A few weeks ago Professor David Nutt, chairman of the Advisory Council on the Misuse of Drugs got into political hot water for suggesting that taking ecstasy was less dangerous than riding a horse. In purely statistical terms he is correct, in that more people are killed or seriously hurt in riding accidents each year than from taking ecstasy. The Home Secretary's anxieties about headlines in such papers as The Daily Mail must have led her to make predictable statements about the use of illicit substances, admonishing Professor Nutt and preventing her from engaging in a proper debate about risk.

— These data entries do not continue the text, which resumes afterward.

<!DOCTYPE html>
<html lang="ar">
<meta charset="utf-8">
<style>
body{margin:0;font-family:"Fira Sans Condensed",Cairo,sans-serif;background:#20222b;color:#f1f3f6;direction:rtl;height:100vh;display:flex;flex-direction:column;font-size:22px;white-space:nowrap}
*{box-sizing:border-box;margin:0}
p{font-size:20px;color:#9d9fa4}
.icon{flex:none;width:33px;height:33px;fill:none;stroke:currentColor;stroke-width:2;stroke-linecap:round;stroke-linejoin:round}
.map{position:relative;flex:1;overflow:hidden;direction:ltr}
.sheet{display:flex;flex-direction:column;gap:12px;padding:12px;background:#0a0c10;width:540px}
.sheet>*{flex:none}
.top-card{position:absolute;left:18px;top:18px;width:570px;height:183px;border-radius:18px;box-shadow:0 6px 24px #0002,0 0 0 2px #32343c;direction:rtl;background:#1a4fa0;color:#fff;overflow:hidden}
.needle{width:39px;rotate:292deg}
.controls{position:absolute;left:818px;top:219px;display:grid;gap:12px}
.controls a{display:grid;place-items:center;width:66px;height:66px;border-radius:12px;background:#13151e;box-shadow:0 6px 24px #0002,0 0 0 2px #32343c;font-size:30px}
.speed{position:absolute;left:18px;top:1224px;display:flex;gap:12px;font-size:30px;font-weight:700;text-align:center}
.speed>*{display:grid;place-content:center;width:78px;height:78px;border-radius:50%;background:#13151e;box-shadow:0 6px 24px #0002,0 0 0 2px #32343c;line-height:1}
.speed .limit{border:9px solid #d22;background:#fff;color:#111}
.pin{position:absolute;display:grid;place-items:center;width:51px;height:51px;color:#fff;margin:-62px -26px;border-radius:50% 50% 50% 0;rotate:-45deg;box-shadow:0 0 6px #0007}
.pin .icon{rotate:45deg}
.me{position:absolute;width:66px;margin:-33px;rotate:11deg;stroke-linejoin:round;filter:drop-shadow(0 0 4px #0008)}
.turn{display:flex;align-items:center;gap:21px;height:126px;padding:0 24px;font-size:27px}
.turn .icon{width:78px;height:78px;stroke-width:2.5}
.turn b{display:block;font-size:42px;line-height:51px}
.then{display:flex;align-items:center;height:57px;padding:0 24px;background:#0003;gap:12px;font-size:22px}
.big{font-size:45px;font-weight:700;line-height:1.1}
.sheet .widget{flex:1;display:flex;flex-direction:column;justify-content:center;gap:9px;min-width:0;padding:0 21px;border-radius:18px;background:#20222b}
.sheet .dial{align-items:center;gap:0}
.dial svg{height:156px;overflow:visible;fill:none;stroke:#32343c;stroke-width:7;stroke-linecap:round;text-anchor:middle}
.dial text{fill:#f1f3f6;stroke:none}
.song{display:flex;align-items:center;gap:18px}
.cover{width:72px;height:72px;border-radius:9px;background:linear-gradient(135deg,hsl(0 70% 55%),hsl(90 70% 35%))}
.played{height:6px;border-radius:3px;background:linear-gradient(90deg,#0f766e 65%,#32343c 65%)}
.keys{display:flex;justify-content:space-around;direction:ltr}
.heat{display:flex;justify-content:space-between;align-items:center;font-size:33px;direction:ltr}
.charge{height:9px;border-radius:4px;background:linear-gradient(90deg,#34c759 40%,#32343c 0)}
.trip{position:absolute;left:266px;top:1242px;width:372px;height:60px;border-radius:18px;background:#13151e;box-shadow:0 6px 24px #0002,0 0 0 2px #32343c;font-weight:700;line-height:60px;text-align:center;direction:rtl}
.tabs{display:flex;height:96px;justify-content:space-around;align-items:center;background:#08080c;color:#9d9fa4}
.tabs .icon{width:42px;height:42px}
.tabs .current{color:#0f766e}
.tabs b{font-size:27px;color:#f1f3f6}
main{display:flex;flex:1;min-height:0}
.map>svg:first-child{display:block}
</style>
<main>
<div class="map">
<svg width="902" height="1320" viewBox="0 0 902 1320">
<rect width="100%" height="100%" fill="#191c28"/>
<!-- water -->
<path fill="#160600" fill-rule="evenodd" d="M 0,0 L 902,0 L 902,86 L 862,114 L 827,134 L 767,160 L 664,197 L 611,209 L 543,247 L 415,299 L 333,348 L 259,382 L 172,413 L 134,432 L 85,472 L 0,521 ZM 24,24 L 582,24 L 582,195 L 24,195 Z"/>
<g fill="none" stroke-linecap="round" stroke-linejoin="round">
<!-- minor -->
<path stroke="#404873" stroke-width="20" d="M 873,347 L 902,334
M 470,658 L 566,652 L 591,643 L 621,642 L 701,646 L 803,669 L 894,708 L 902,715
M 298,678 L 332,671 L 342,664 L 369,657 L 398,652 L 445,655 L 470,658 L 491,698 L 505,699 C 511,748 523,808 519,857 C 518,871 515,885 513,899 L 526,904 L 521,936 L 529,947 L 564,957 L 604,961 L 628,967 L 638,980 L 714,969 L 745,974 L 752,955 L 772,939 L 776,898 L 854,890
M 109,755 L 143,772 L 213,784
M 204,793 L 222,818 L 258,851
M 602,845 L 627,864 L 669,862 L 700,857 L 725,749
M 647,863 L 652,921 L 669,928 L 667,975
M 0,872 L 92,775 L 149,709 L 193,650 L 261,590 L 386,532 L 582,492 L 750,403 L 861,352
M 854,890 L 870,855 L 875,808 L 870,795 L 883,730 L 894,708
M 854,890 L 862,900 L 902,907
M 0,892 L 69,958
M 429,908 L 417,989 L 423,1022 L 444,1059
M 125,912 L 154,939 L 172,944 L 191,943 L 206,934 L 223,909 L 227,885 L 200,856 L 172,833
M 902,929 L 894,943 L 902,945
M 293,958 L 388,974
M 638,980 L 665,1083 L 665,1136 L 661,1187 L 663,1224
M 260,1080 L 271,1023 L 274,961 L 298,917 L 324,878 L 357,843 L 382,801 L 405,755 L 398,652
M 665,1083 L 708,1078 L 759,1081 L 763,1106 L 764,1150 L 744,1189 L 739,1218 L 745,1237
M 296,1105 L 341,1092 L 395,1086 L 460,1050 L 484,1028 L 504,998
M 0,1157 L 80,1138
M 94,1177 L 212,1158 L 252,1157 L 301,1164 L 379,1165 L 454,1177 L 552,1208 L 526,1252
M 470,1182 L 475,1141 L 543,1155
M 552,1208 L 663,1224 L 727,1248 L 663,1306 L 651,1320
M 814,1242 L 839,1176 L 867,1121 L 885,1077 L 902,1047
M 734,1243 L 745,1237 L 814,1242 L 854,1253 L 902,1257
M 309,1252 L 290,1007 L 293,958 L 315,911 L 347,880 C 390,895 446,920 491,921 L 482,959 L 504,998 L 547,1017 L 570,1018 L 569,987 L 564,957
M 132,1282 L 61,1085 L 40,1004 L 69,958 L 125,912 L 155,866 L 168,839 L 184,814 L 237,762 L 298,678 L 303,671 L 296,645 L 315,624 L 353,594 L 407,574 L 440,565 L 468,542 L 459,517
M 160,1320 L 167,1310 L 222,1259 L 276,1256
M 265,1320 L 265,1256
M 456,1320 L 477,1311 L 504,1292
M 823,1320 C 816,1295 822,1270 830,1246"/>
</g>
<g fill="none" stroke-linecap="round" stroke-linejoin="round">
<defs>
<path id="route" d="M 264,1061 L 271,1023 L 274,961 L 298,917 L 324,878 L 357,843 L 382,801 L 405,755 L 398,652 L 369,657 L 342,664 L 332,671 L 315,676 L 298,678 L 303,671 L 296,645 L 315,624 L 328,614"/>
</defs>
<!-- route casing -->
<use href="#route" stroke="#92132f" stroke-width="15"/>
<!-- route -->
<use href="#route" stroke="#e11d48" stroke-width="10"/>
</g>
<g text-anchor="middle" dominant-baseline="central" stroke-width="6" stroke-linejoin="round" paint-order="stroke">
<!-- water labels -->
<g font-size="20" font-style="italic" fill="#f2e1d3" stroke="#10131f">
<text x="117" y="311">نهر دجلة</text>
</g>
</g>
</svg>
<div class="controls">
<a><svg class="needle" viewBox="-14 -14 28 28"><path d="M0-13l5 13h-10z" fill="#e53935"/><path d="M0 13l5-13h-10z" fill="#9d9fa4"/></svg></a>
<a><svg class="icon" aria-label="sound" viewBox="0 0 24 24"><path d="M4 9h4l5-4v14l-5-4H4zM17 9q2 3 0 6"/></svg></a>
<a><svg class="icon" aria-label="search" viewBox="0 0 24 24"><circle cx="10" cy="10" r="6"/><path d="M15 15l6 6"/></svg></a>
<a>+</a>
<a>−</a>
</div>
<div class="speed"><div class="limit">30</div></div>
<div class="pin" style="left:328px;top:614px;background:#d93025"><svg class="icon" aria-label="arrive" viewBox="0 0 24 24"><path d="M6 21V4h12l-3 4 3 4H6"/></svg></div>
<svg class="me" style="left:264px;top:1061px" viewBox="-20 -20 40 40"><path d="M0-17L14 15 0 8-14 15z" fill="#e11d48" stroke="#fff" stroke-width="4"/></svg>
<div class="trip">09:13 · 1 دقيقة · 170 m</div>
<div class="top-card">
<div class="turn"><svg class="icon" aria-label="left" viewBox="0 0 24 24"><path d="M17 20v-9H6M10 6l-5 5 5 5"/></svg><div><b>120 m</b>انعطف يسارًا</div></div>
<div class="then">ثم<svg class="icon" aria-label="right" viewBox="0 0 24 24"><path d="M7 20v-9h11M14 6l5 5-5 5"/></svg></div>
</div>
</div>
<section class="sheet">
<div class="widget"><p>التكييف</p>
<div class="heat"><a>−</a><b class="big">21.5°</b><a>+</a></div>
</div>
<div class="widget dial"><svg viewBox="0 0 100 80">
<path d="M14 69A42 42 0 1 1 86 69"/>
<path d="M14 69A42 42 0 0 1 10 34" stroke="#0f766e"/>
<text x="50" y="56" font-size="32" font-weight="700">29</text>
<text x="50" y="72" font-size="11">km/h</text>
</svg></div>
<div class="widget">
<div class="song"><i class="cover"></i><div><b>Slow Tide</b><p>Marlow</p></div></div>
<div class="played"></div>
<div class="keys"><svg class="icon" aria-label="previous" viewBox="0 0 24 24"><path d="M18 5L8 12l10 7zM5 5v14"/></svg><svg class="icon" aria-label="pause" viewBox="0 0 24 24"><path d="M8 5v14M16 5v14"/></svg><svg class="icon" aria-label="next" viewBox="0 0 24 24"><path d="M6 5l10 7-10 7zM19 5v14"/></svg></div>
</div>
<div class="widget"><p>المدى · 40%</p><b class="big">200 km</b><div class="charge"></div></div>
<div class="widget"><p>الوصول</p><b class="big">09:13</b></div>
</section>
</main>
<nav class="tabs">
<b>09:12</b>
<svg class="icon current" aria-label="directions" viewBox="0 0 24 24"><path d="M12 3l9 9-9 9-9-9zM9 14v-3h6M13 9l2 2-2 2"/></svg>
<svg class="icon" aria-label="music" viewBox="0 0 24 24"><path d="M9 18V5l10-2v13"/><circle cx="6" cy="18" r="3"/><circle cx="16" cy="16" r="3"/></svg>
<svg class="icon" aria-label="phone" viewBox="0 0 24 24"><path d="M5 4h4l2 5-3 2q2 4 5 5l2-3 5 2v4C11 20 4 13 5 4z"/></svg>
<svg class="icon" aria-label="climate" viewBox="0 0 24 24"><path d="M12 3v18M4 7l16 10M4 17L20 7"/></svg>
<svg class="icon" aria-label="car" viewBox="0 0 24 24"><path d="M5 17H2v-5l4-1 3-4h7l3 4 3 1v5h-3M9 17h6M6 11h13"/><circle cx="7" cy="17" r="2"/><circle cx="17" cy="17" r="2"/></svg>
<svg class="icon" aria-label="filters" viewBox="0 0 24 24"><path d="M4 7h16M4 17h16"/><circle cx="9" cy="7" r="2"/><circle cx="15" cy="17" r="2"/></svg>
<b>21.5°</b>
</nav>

In the US there are even more absurd reactions to risks. In California in 2005 (according to a report on Salon-com) a teenager kissed her boyfriend and died (apparently because he had recently eaten a peanut butter sandwich and she was allergic to it). Campaigners claim that around 150 US citizens die from anaphylaxis each year and many families no longer buy peanut butter. All this pales into insignificance compared with the 1,300 deaths from accidents with guns in the US. I have yet to hear of any Americans who have decided to clear their cupboards of firearms.
Meanwhile, back in London, I have a teenage daughter who used to ride and, aged 10, fell off and fractured her forearm. Was she unlucky or was I being cavalier? More importantly, now that she is a lot older, I am far more concerned about the amount of alcohol that the under-25s seem to imbibe than the drugs they take: in that respect they really are a danger to themselves.